The column is huge, and irregular, and impossible. Nassun just stares, openmouthed, at this thing that fills nearly the whole cavern, ground to ceiling and beyond. That it is the solidified, rapidly cooled product of what must have been a titanic explosion is immediately obvious. That it is somehow the source of the lava canopy which flowed into the adjoining cavern is equally indisputable.
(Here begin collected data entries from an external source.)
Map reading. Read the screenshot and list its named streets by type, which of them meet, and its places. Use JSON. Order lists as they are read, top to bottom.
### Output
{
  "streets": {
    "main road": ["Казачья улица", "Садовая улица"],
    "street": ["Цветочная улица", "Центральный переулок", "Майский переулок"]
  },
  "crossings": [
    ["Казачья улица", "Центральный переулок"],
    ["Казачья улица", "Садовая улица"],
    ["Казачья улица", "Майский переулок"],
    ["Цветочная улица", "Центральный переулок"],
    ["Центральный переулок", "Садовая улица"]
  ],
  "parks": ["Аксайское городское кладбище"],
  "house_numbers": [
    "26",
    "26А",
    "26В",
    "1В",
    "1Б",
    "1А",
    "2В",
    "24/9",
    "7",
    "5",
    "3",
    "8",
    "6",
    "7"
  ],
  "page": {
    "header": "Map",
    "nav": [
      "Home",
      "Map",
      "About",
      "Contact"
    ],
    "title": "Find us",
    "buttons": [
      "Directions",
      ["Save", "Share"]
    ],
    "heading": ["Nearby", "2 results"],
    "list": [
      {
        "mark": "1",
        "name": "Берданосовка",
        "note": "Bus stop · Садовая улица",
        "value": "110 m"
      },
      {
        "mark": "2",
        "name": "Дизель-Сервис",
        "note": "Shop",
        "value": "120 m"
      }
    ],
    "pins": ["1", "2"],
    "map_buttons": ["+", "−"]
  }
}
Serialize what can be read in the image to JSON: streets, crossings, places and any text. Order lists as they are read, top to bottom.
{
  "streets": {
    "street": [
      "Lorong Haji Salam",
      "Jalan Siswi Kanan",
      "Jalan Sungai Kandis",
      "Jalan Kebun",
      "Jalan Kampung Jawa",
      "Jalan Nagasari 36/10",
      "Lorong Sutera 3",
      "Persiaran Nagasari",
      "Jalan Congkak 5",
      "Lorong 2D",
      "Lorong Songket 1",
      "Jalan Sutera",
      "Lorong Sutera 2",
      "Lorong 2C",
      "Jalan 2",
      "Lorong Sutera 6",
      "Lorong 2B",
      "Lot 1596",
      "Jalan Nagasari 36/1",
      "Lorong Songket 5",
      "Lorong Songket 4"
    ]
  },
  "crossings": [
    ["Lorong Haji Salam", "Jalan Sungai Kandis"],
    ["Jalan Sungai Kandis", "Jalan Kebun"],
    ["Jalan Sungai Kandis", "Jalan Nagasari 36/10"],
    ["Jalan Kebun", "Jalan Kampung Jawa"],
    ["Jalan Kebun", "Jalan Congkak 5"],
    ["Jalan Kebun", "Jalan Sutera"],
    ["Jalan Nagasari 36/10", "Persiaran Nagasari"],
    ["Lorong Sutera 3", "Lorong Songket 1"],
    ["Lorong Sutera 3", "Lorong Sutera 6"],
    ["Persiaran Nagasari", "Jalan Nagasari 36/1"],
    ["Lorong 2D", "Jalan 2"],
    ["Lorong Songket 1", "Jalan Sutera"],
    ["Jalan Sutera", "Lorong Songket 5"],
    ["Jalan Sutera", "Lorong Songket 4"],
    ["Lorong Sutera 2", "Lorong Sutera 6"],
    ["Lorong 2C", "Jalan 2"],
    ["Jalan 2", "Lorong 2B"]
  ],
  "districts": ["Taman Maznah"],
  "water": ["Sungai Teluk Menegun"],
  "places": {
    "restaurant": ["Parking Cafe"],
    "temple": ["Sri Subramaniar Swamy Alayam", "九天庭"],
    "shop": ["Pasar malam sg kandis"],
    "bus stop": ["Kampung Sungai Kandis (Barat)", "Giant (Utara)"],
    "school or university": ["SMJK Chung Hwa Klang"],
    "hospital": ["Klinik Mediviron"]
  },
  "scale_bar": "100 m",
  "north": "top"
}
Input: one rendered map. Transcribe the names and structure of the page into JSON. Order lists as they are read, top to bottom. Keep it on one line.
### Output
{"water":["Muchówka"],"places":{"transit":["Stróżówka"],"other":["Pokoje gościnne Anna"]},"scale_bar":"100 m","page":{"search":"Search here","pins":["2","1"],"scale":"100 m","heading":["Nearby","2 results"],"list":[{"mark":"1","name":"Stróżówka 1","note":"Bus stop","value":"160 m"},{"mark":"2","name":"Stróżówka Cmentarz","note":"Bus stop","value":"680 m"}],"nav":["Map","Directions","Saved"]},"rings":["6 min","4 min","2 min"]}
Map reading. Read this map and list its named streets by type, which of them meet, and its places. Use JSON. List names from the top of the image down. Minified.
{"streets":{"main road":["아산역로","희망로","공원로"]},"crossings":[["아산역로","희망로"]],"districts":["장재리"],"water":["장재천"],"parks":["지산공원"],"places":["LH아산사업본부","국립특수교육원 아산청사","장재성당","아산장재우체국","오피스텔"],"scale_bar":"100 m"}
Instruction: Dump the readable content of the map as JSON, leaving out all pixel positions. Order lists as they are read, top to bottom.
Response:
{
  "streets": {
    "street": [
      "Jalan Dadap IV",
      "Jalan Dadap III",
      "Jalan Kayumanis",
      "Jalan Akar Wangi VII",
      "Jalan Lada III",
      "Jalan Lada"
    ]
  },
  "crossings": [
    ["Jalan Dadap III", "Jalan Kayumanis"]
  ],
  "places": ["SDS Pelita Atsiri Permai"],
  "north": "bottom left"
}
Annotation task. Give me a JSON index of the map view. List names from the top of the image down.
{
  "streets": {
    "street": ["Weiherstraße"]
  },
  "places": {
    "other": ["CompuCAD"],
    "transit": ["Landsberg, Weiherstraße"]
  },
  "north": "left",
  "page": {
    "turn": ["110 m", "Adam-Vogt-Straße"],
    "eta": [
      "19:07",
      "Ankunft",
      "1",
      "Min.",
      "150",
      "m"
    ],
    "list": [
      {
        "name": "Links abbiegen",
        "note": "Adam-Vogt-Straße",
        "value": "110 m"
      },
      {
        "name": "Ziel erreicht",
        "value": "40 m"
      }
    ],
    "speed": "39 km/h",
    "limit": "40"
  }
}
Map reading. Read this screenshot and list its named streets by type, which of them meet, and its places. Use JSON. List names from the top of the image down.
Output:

“I see,” Schaffa says. Even he sounds overwhelmed, his voice softened by awe. “Look.” He points down. This is what finally provides Nassun the focal point to establish perspective, and size, and distance. The thing is huge, because now she can see tiers that descend toward its base, ringing it in concentric octagons. Three of them. On the outermost tier are buildings, she thinks. They’re badly damaged, half fallen in, just shells, but she sesses at once why they still exist where the ones in the cavern beyond have crumbled. The heat that must have filled this cavern has metamorphized something in the buildings’ construction, hardening and preserving them. Some sort of concussion has done damage, too: All the buildings are torn open on the same side, facing the great glass column. Looking from what she guesses is a three-story building to the glass column, she guesstimates that the column is not as far away as it looks; it’s just much bigger than she initially guessed. The size of… oh.
“An obelisk,” she whispers. And then she can sess and guess what happened, as clearly as if she were there.
Long ago, an obelisk sat here, at the bottom of this cavern, one of its points jammed into the ground like some kind of bizarre plant. At some point, the obelisk lifted free of the pit, to float and shimmer like its fellows above the strange immensity of the city – and then something went very, very wrong. The obelisk… fell. Where it struck the earth, Nassun imagines she can hear the echo of the concussion; it did not merely fall, it drove its way in, punching through and churning down and down and down, powered by all the force of concentrated silver within its core. Nassun can’t track its path for more than a mile or so down, but there’s no reason to think it didn’t just keep going. To where, she cannot guess.
And in its wake, channeled straight up from the most molten part of the earth, came a literal fountain of earthfire to bury this city.
There’s still nothing around that looks like a way to supply power to the station. Nassun notices, though, that the cavern’s illumination comes from enormous pylons of blue light near the base of the glass column. These make up the lower-and innermost tier of the chamber. Something is making that light.